Bismarck não queria e, em parte, não podia unificar a Alemanha à volta da Prússia da mesma maneira que, por exemplo, a Itália se unificara em torno do Piemonte. Ou seja, Bismarck não queria nem podia acabar completamente com o poder dos monarcas reinantes nos diferentes Estados da Alemanha. A Constituição do Império Alemão fora concebida da tal modo que, mesmo ainda nos finais do Império, os jurisconsultos e os estadistas continuavam a discutir o seguinte tema: como deve ser vista a Alemanha, como um “Estado federal” ou como uma “federação de Estados” (Bundesstaat ou Statenbund)? Havia reis, arquiduques, parlamentos locais, uma cabal autonomia administrativa interna em cada um dos Estados que entrara a fazer parte do Império Alemão, mas já todos os assuntos da política exterior, o exército, a marinha de guerra, as finanças imperiais, a cunhagem da moeda e a emissão de papel-moeda, o correio e os telégrafos, a política aduaneira e a administração pública, tudo isso passara para a jurisdição do governo imperial: do chanceler e dos secretários de Estado nomeados pelo imperador e que só perante ele respondiam. Bismarck não queria suprimir as antigas dinastias locais, evitando assim assestar um golpe nas tradições monárquicas e com isso minar o sentimento monárquico na Alemanha. Além de que, ainda que o desejasse, teria tropeçado numa resistência encarniçada, em especial da parte dos Estados meridionais como, por exemplo, a Baviera, Württemberg, Baden, onde, dum modo geral, a ideia da unificação suscitava menos entusiasmo que nas partes central, média e ocidental da Alemanha, em que eram muito fortes a burguesia industrial e a classe operária. Em contrapartida, como já se disse, a orientação da política exterior permanecia integralmente nas mãos do imperador e todos os assuntos gerais do Império eram dirigidos e resolvidos por ele, desde que os mesmos não requeressem a aplicação de novas leis. Mas o imperador também podia exercer uma grande influência sobre a legislação e fazia-o de forma muito considerável.

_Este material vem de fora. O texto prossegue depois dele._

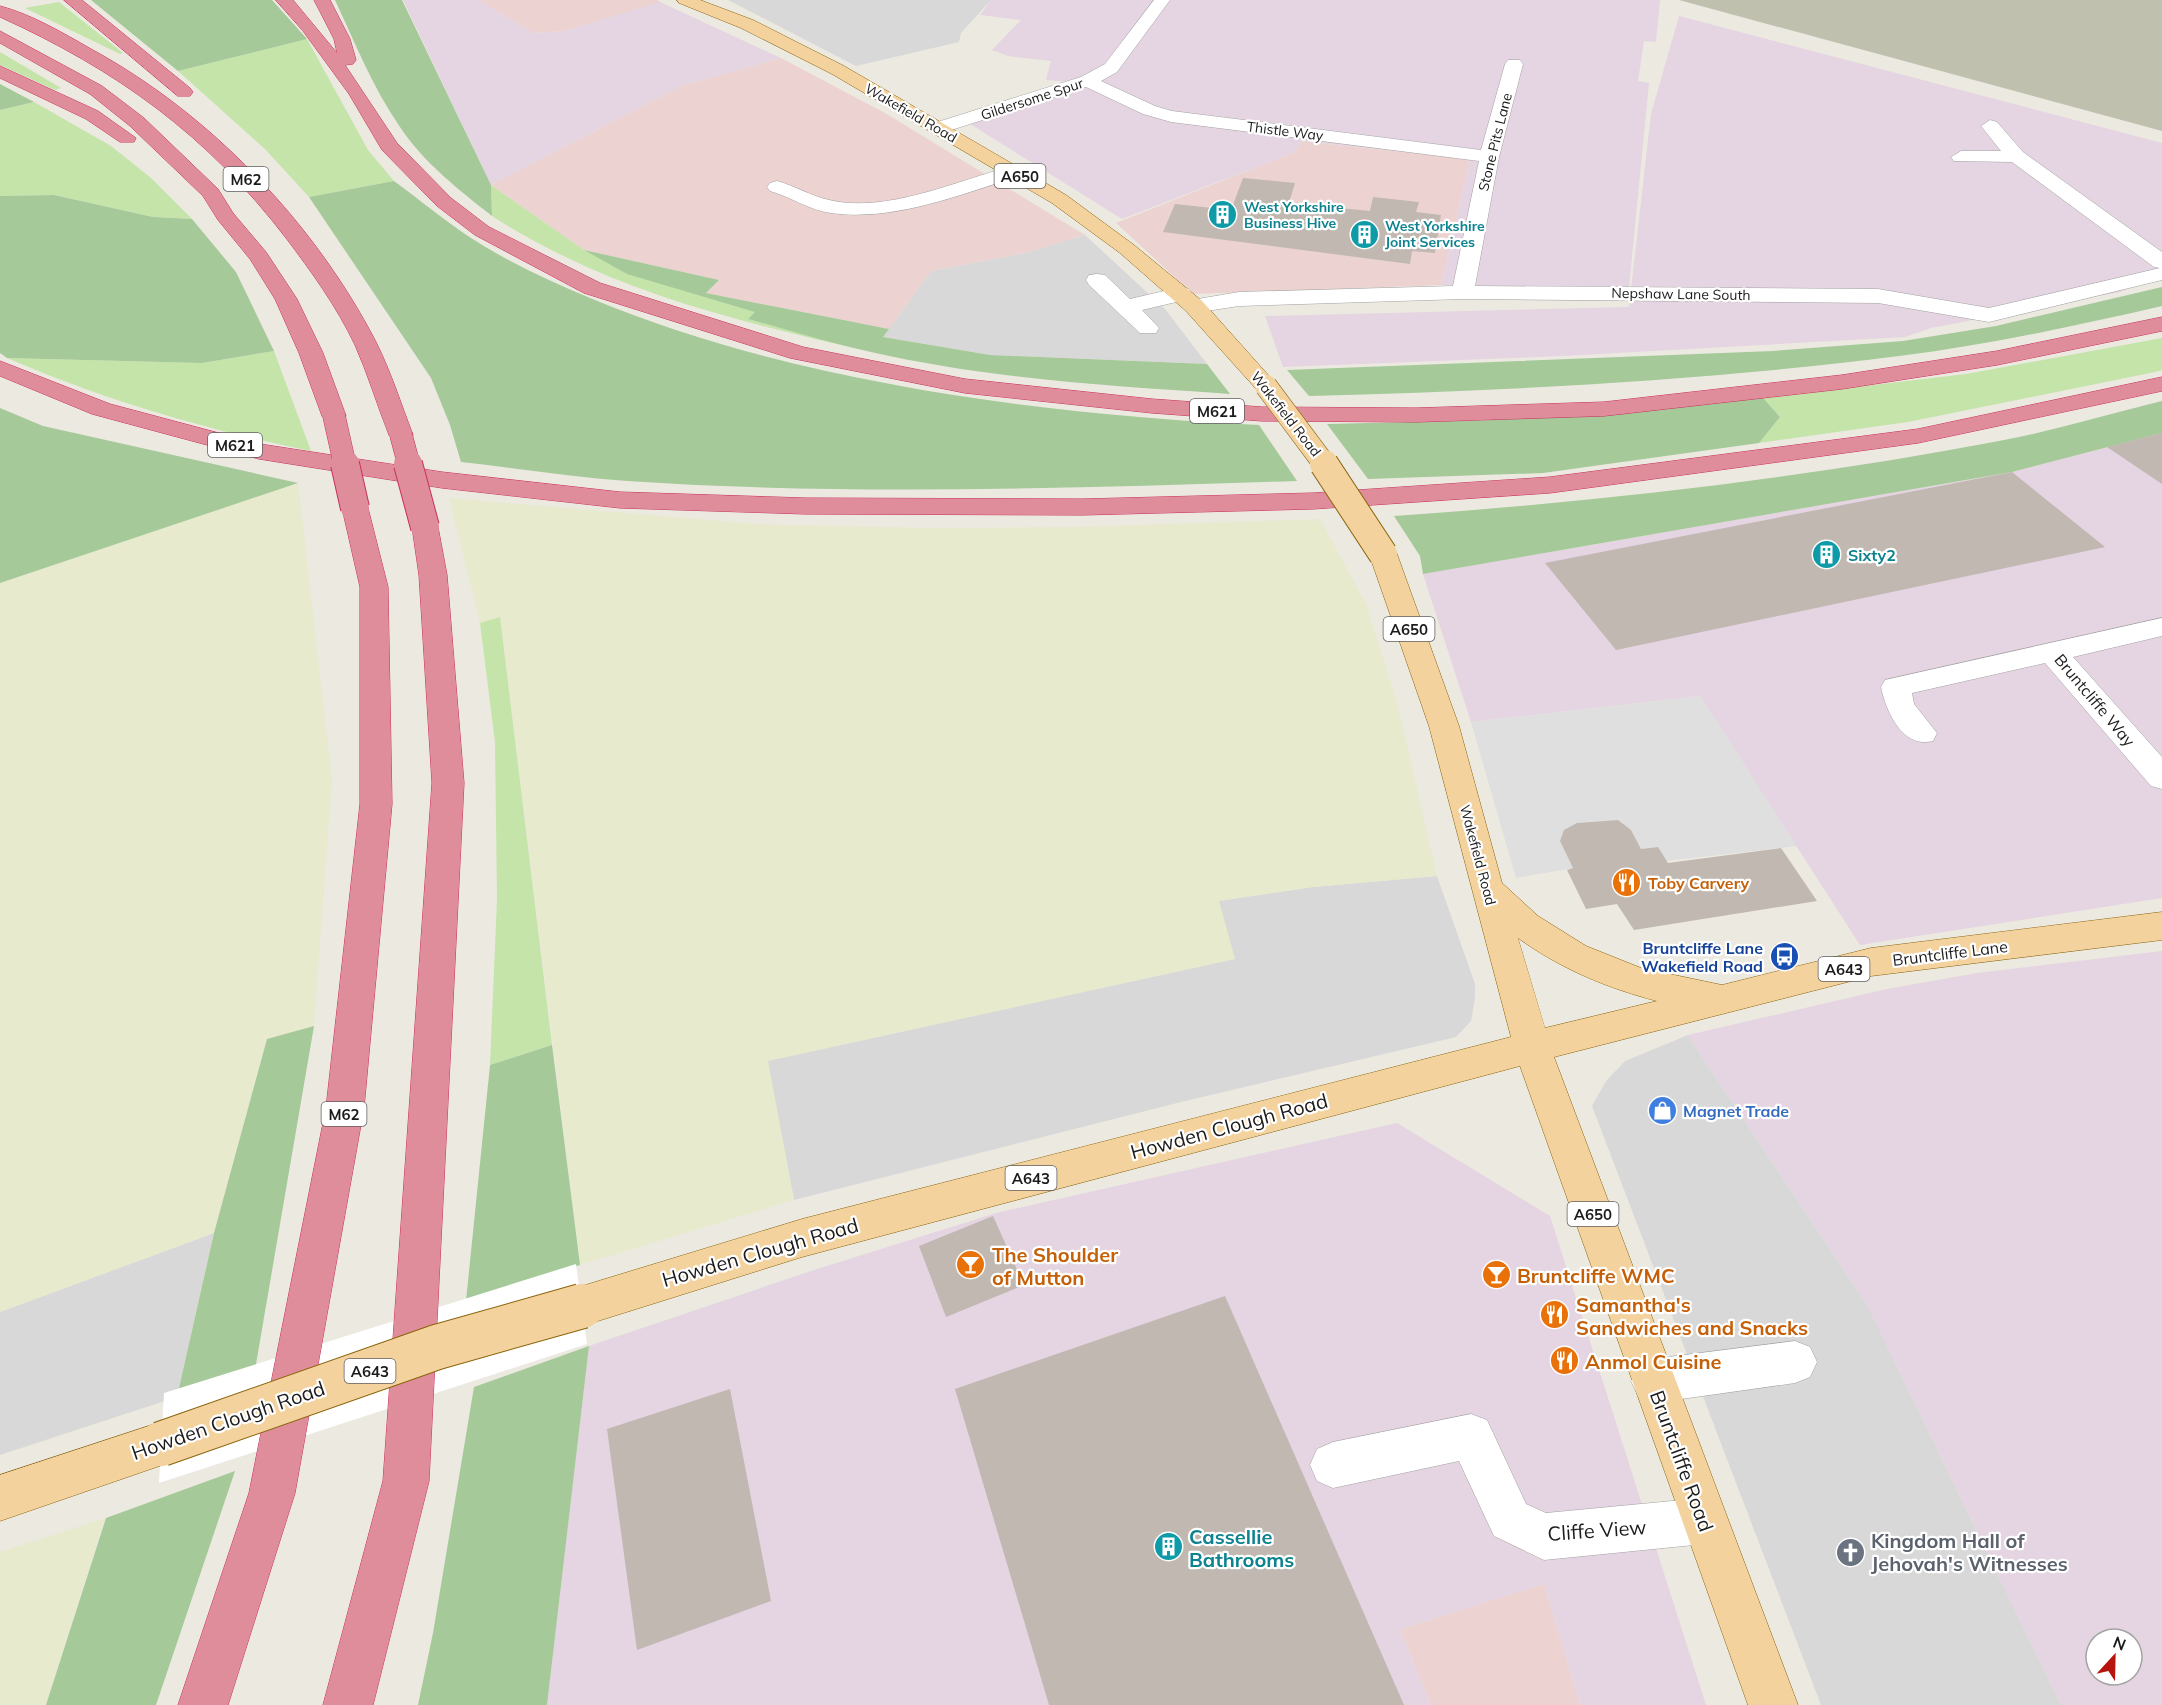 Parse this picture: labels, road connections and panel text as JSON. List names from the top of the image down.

Segundo a Constituição Imperial, o poder legislativo era exercido por duas instituições: o Reichstag eleito a cada cinco anos [desde 1893; antes, a cada três anos] por sufrágio universal, directo e igual, em escrutínio secreto, que era composto de 397 deputados; e o Conselho Federal (Bundesrat), formado por altos dignitários nomeados pelos governos locais dos Estados que constituíam o Império germânico. No Conselho Federal, a quantidade de representantes da Prússia (ergo, nomeados pelo rei da Prússia) era tal que, na prática, nenhuma lei podia passar no dito Conselho sem a sua conformidade. E dado que todas as leis deviam contar com a aprovação do Reichstag e do Bundesrat, qualquer lei que não fosse do agrado do rei da Prússia seria rejeitada no Conselho Federal pelos votos dos representantes prussianos, que, como já se disse, eram por ele nomeados. Assim, o rei prussiano podia opor-se à vontade do Reichstag, fazendo fracassar no Conselho Federal os projectos de lei aprovados pelo primeiro. Acontecia ainda que o rei da Prússia, segundo a Constituição, era sempre, ao mesmo tempo, o imperador da Alemanha. Mais, não só o governo do Império, que o chanceler encabeçava, era nomeado e destituído pelo imperador, sendo apenas perante ele responsável, como também na Prússia, o maior dos Estados alemães, era o rei a nomear e a destituir os ministros, sem a nada nem a ninguém, salvo à sua própria vontade e critério, ter de tomar em linha de conta ou mostrar consideração. Vemos, pois, que a Constituição imperial entregava um enorme poder a um só homem que reunia na sua pessoa duas dignidades: a de imperador da Alemanha e a de rei da Prússia. “Firmei em excesso o ginete na montada”, costumava dizer Bismarck já nos finais da sua vida, aludindo ao excessivo poder que fora deixado nas mãos do imperador da Alemanha.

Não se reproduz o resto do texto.